● PROBLEM TO SOLVE
The entries are to be repeated exactly, with all pictures omitted.

● Stored items
● ● ● ●

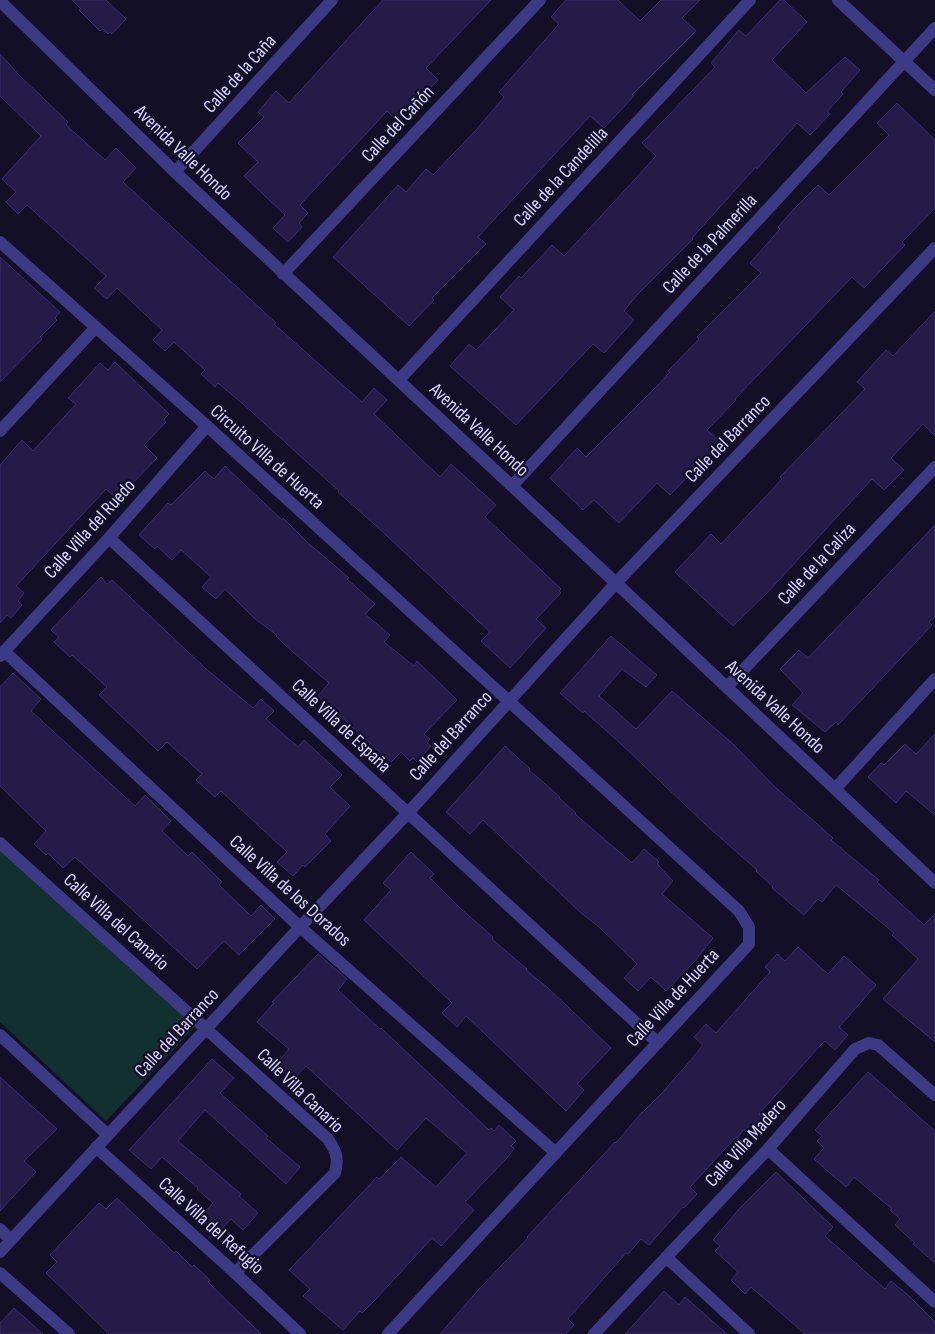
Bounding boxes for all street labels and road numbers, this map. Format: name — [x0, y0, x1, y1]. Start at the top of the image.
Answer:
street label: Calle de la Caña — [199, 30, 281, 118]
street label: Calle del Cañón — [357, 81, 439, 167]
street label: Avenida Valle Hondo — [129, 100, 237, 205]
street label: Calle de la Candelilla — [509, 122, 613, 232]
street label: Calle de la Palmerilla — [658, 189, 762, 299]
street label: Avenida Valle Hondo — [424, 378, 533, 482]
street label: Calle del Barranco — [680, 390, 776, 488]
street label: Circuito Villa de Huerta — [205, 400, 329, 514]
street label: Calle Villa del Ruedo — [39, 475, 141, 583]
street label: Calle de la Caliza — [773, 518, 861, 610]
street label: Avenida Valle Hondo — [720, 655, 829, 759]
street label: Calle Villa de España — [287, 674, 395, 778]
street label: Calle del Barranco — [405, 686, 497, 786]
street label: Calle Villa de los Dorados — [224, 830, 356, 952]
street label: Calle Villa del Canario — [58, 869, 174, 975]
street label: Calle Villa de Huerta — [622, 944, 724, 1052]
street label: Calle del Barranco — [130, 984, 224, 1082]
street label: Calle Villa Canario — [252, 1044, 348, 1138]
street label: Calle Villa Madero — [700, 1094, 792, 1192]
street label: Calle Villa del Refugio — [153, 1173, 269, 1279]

● ● ● ●

● OUTPUT OF THE EXERCISE
Bounding boxes for all street labels and road numbers, this map. Format: name — [x0, y0, x1, y1]. Start at the top of the image.
Answer:
street label: Calle de la Caña — [199, 30, 281, 118]
street label: Calle del Cañón — [357, 81, 439, 167]
street label: Avenida Valle Hondo — [129, 100, 237, 205]
street label: Calle de la Candelilla — [509, 122, 613, 232]
street label: Calle de la Palmerilla — [658, 189, 762, 299]
street label: Avenida Valle Hondo — [424, 378, 533, 482]
street label: Calle del Barranco — [680, 390, 776, 488]
street label: Circuito Villa de Huerta — [205, 400, 329, 514]
street label: Calle Villa del Ruedo — [39, 475, 141, 583]
street label: Calle de la Caliza — [773, 518, 861, 610]
street label: Avenida Valle Hondo — [720, 655, 829, 759]
street label: Calle Villa de España — [287, 674, 395, 778]
street label: Calle del Barranco — [405, 686, 497, 786]
street label: Calle Villa de los Dorados — [224, 830, 356, 952]
street label: Calle Villa del Canario — [58, 869, 174, 975]
street label: Calle Villa de Huerta — [622, 944, 724, 1052]
street label: Calle del Barranco — [130, 984, 224, 1082]
street label: Calle Villa Canario — [252, 1044, 348, 1138]
street label: Calle Villa Madero — [700, 1094, 792, 1192]
street label: Calle Villa del Refugio — [153, 1173, 269, 1279]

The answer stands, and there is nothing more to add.